If you’re looking to send a boy to private school, Boys Latin School may be the answer. Founded in 1844, it is one of the oldest K-12 all-boys schools in the Mid-Atlantic states. Headmaster Christopher Post said Boys Latin tries to counter current literature about boys falling behind in the classroom by creating a close-knit community that teaches boys how to be men.

“There are images that being smart and being proactive is unmasculine,” he said. “They really learn that being smart is a great thing and working hard is a great thing.”

Post noted that many Boys Latin students have gone on to attend prestigious institutions like Berklee College of Music, Savannah College of Art and Design and the United States Military Academy at West Point. He said there is a natural inclination toward competition that boys have, and that the school works to foster that kind of atmosphere.

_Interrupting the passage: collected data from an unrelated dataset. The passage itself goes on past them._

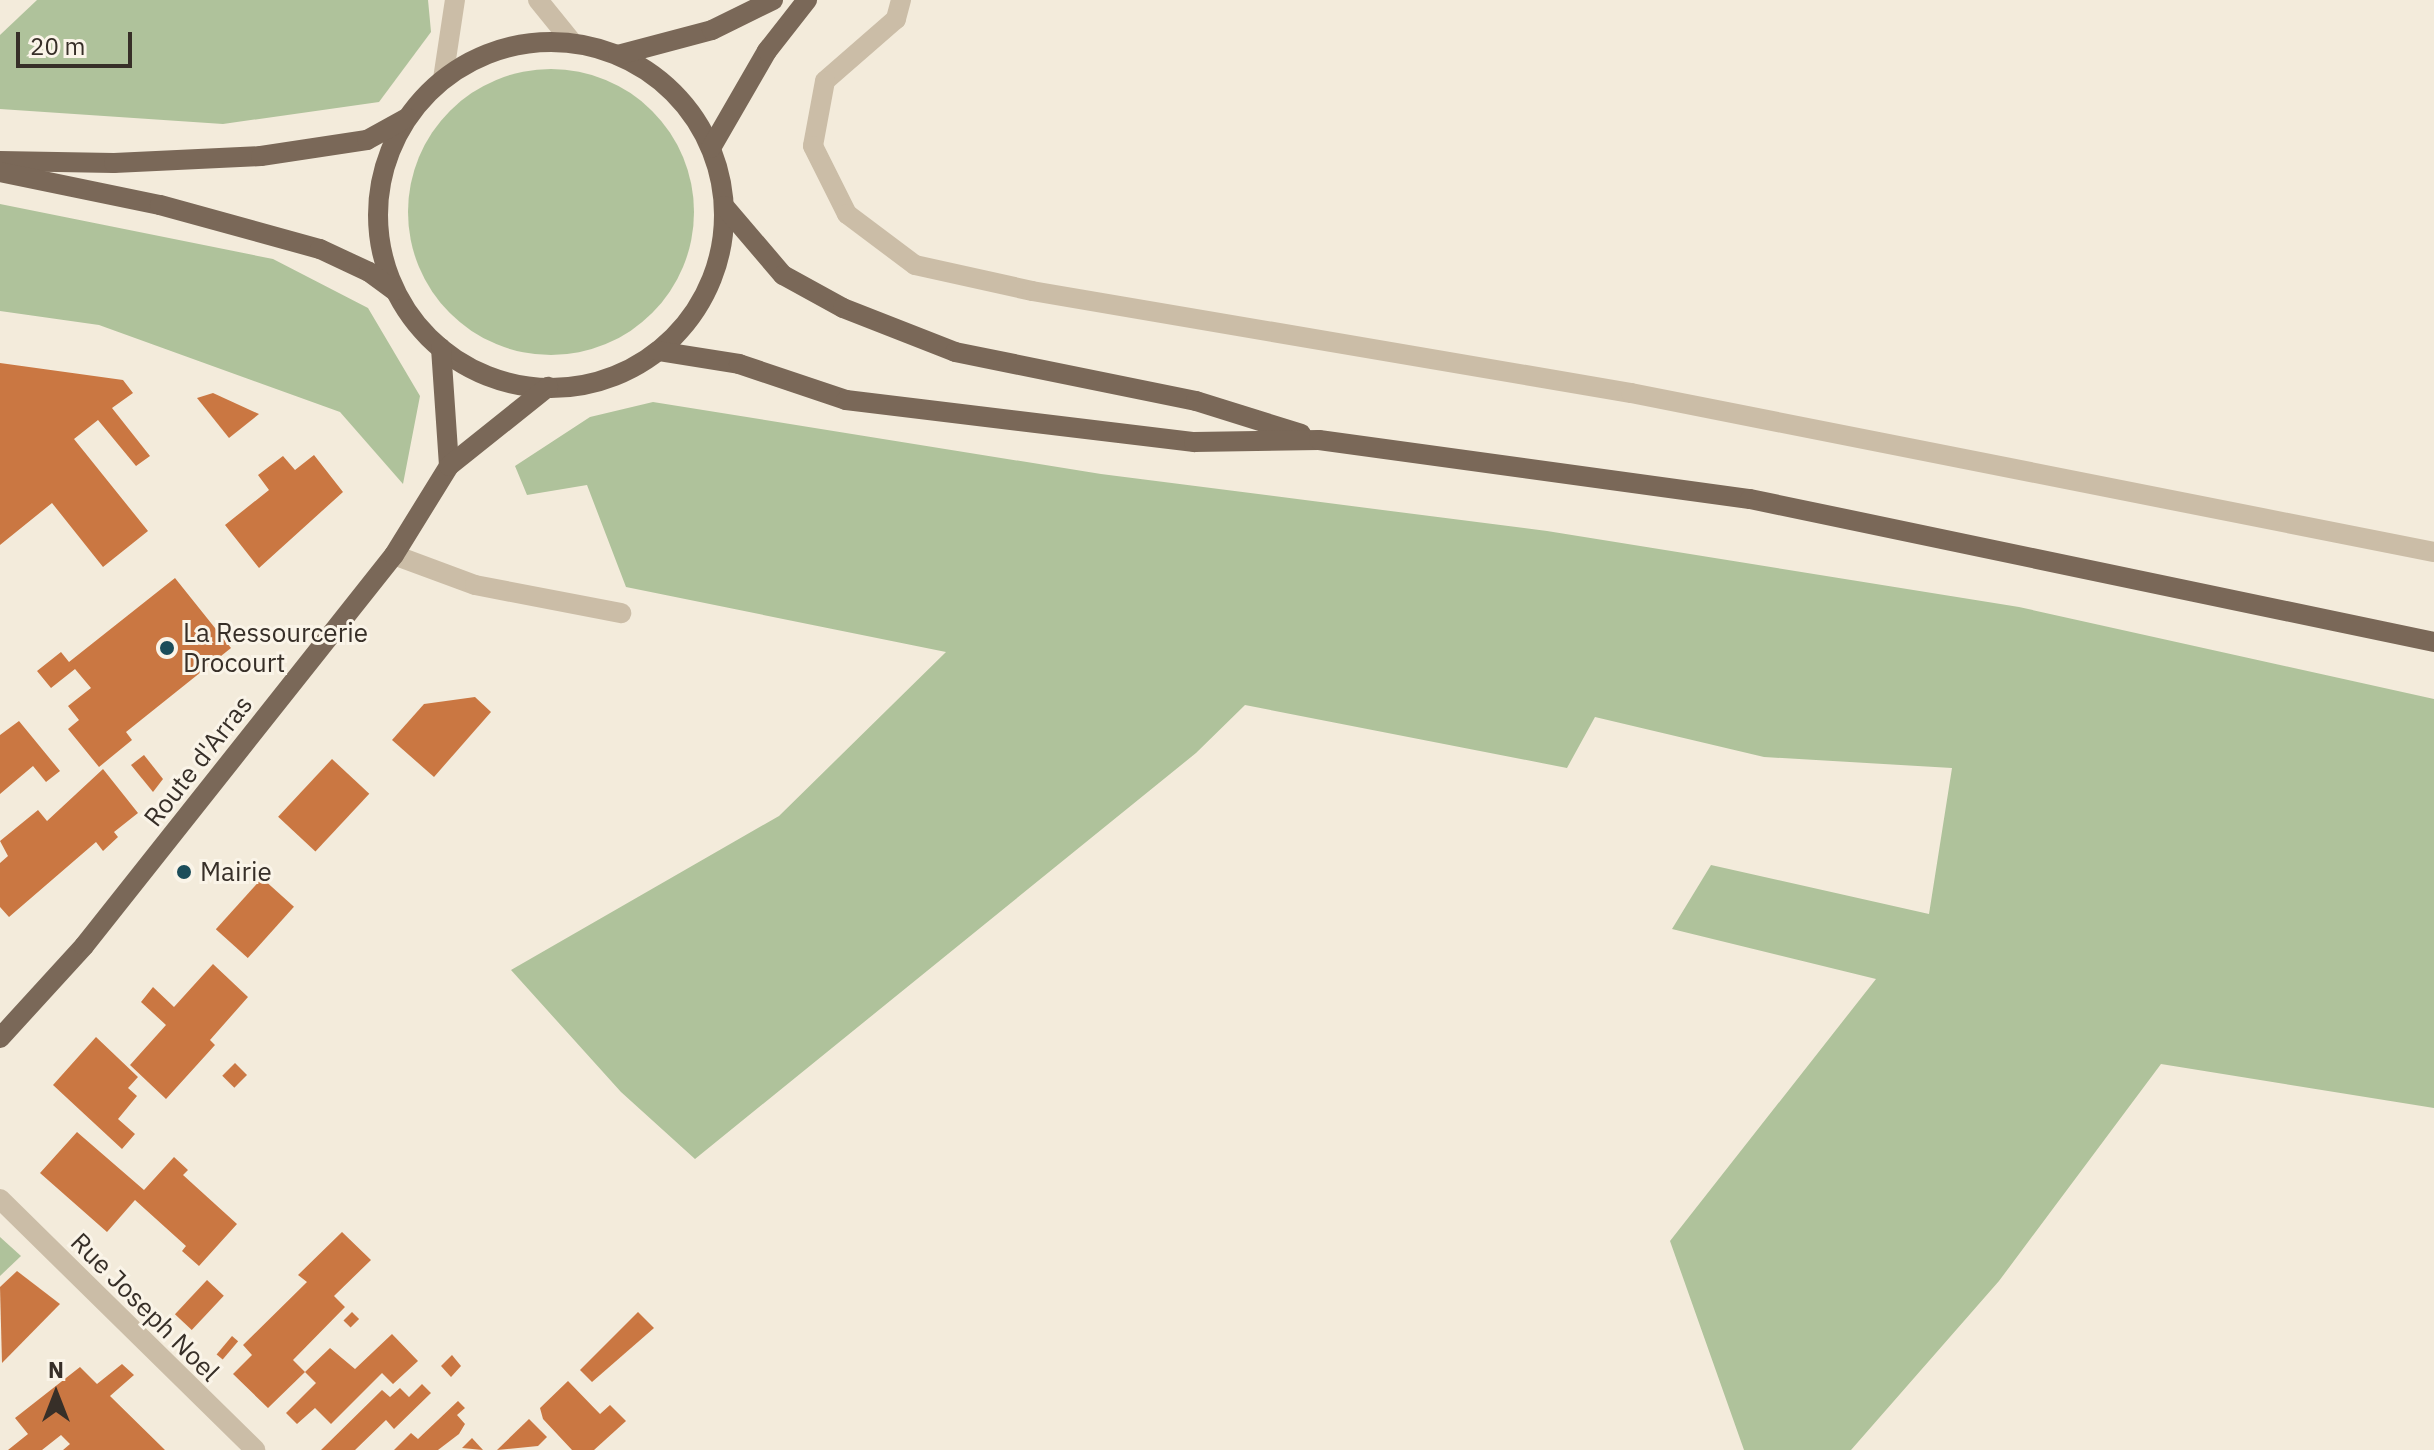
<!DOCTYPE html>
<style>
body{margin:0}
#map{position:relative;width:2434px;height:1450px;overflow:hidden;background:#f3ebdb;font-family:"IBM Plex Sans",sans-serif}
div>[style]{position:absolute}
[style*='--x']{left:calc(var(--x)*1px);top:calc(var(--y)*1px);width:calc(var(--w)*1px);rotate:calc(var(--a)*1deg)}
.green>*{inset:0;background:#afc29b}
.round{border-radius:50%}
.building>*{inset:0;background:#ca7742;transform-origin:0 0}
.minor>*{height:20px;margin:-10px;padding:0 10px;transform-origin:10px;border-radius:10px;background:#cbbda7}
.major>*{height:20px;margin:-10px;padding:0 10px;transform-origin:10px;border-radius:10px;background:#7a6858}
.major>.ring{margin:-10px;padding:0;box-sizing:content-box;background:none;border:20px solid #7a6858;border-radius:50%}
.dots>*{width:22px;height:22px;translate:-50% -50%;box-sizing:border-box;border:4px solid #faf4e8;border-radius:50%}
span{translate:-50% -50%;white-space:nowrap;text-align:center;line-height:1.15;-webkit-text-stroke:6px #faf4e8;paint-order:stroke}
.poi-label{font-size:26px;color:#372f28}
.left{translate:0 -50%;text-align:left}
.street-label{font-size:26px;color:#372f28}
.north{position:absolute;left:16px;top:1354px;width:80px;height:80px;-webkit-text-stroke:6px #faf4e8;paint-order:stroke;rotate:0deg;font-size:22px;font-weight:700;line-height:32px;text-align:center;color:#372f28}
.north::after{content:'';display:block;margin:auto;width:28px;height:36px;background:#372f28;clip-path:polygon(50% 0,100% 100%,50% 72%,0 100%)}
.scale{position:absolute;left:16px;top:32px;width:116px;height:36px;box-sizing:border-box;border:4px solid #372f28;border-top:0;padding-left:10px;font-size:24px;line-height:28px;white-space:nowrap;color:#372f28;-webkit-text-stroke:6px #faf4e8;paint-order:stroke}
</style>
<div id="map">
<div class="green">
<div style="clip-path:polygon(37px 0,428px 0,431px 32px,379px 102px,223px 124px,0 109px,0 35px)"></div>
<div class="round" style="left:408px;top:69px;width:286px;height:286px"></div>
<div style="clip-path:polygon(0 204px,273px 259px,368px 308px,420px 396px,403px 484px,340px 412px,99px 325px,0 311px)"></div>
<div style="clip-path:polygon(653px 402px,1101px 474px,1547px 531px,2019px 607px,2434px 699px,2434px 1108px,2161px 1064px,1999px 1281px,1851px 1450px,1744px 1450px,1670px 1241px,1876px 979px,1672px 929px,1711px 865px,1929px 914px,1952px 768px,1764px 757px,1595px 717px,1567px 768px,1245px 705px,1196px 753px,695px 1159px,621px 1092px,511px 970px,779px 816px,946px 652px,626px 587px,587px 485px,527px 495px,515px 466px,590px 417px)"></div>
<div style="clip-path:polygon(0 1237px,21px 1256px,0 1276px)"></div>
</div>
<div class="building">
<div style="clip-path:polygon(0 363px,123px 380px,133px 393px,112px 408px,150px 456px,136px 466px,98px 420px,74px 439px,148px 531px,103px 567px,52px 503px,0 545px)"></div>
<div style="clip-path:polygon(213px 393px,259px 414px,229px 438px,197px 398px)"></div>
<div style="clip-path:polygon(314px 455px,343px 492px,259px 568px,225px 525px,269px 490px,258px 475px,283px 456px,295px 470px)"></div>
<div style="clip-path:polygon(175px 578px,231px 648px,126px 732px,132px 740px,99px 767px,68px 729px,79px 720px,68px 706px,91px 688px,75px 669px,51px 688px,37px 671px,61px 652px,69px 662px)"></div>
<div style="clip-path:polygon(475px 697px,491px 712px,434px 777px,392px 740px,424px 704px)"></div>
<div style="clip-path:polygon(19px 721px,60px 771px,46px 782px,33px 766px,0 794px,0 735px)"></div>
<div style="clip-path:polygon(144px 755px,163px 779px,153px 792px,131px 765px)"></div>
<div style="left:332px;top:759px;width:51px;height:79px;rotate:43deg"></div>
<div style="clip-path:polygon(103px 769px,138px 813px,114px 832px,118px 837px,103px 851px,96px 842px,9px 917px,0 907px,0 863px,8px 856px,0 841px,38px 810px,47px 821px)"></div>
<div style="left:262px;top:878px;width:43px;height:69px;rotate:42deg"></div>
<div style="clip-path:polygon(213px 964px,248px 997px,210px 1040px,215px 1045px,166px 1099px,130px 1065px,166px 1025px,141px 1002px,153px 987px,174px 1007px)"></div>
<div style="clip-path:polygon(96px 1037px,138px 1077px,128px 1088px,137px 1096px,118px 1119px,135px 1134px,122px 1149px,53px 1085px)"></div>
<div style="left:235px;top:1063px;width:17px;height:18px;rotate:45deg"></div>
<div style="clip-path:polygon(77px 1132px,144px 1190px,174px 1157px,188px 1170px,183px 1175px,237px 1224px,199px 1266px,182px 1251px,186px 1246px,135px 1200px,107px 1232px,40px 1173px)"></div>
<div style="clip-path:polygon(342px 1232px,371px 1260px,334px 1296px,345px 1307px,293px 1360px,305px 1372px,268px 1408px,233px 1374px,252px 1355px,243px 1345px,307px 1282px,298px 1275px)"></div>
<div style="clip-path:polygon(17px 1271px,60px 1304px,2px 1363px,0 1287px)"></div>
<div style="left:207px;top:1280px;width:23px;height:47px;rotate:43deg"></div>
<div style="left:352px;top:1312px;width:10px;height:12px;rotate:45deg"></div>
<div style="clip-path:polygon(638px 1312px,654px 1328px,592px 1382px,580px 1370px)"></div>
<div style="clip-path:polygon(392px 1334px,418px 1361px,393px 1384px,382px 1373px,331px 1424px,315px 1408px,297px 1424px,286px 1413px,316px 1383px,305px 1372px,330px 1348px,355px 1369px)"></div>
<div style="left:232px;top:1336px;width:8px;height:24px;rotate:40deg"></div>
<div style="clip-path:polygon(452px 1355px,461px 1366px,451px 1377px,441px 1366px)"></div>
<div style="clip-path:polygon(122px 1364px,134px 1375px,110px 1396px,165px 1450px,63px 1450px,70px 1444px,61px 1435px,42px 1450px,8px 1450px,28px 1434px,15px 1418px,80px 1367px,97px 1384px)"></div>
<div style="clip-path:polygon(568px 1381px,600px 1414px,610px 1405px,626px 1421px,594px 1450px,572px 1450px,543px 1419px,540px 1408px)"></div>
<div style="clip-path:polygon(422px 1384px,431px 1393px,394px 1429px,386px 1420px,355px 1450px,321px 1450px,382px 1390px,390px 1397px,400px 1388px,409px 1397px)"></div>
<div style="clip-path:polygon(458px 1401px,465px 1408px,457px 1415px,465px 1424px,459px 1434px,438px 1450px,394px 1450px,411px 1433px,418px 1439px)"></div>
<div style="clip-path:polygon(529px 1419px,547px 1437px,538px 1446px,497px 1450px)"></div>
<div style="clip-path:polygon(472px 1438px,483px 1450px,462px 1448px)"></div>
</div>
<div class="minor">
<div style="--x:538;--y:0;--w:55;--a:50.9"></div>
<div style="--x:901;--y:0;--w:20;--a:105"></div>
<div style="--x:896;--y:19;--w:94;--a:138.9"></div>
<div style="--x:825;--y:81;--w:66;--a:100.5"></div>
<div style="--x:813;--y:146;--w:76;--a:63.4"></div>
<div style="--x:847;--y:214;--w:85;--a:36.9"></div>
<div style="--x:915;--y:265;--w:120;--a:12.5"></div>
<div style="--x:1032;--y:291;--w:608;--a:9.66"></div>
<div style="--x:1631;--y:393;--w:819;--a:11.2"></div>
<div style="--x:443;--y:79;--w:80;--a:-81.4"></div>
<div style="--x:394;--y:555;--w:86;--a:20.3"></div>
<div style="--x:475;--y:585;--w:149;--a:10.9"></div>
<div style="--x:0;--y:1199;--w:358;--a:44.5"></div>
</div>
<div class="major">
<div class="ring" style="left:378px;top:42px;width:326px;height:326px"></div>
<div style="--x:618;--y:55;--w:97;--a:-14.9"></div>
<div style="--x:712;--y:30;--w:68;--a:-26.2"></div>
<div style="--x:711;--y:148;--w:112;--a:-60"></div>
<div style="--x:767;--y:51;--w:65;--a:-51.9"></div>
<div style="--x:0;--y:161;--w:114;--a:1"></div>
<div style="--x:114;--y:163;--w:147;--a:-2.7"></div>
<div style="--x:261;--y:156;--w:107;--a:-8.6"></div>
<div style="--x:367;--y:140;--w:46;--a:-28.8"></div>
<div style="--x:0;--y:172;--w:163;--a:11.7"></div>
<div style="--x:160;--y:205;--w:166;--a:15.4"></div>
<div style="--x:320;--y:249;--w:54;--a:25.1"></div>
<div style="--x:369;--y:272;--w:32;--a:36"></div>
<div style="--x:724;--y:206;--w:91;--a:49.5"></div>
<div style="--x:783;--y:275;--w:68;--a:28.8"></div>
<div style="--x:843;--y:308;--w:120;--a:21.4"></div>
<div style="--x:955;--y:352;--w:246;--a:11.5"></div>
<div style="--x:1196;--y:401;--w:110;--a:17.4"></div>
<div style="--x:441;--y:348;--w:118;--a:86.1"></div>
<div style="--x:658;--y:351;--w:82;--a:9.1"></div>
<div style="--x:739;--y:364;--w:113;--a:18.6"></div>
<div style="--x:846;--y:400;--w:351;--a:6.9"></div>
<div style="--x:1194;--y:442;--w:125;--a:-0.9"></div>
<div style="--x:1319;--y:440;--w:435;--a:7.8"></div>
<div style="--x:1750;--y:499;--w:699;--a:11.81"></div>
<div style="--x:0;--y:1038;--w:125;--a:-47.6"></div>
<div style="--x:84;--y:946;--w:499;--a:-51.6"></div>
<div style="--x:394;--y:555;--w:105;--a:-58.3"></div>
<div style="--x:449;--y:466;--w:127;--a:-38.6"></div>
</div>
<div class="dots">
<div style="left:167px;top:648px;background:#1b4d5a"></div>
<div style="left:184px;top:872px;background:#1b4d5a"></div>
</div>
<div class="poi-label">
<span class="left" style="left:183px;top:648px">La Ressourcerie<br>Drocourt</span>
<span class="left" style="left:200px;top:872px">Mairie</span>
</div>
<div class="street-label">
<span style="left:198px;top:761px;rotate:-52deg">Route d'Arras</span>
<span style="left:145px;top:1307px;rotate:45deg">Rue Joseph Noel</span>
</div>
<div class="north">N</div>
<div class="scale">20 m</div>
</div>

“From each boy, there’s an abiding desire to be known and loved for what he is,” Post said.

With a student population of more than 800 students, Friends School of Baltimore is one of the few Quaker schools in the area,according to school spokeswoman Heidi Blalock. She said kids there are able to learn both basic skills and higher-level thinking skills at a young age.

“What they really need are the skills of inquiry and how to discern critical information, navigating all that complexity,” she said. “And they need to be in a supportive community where ideas are expressed, discussed and tested.

At McDonogh School in Owings Mills, the school environment is more like that of Google, according to Associate Headmaster Tim Fish. He cited the student-run school website, launched in 1998, as an example of the school’s entrepreneurial spirit.

“If you have an idea and you want to try something, we try to find a way to make it work,” he said.

McDonogh runs through high school, with 4-year olds able to start pre-kindergarten there in the upcoming school year. It includes a five-day boarding program for upper school students and busing for day students, which Fish thinks contributes to the school’s diversity.

“It provides us the opportunity to have a geographically diverse student body,” he said of the busing.

McDonogh’s campus includes a ropes course, working farm and horses that students ride for an equestrian program.

“All this stuff happens because McDonogh has a ‘say yes’ attitude as opposed to a ‘say no’ attitude,” Fish said.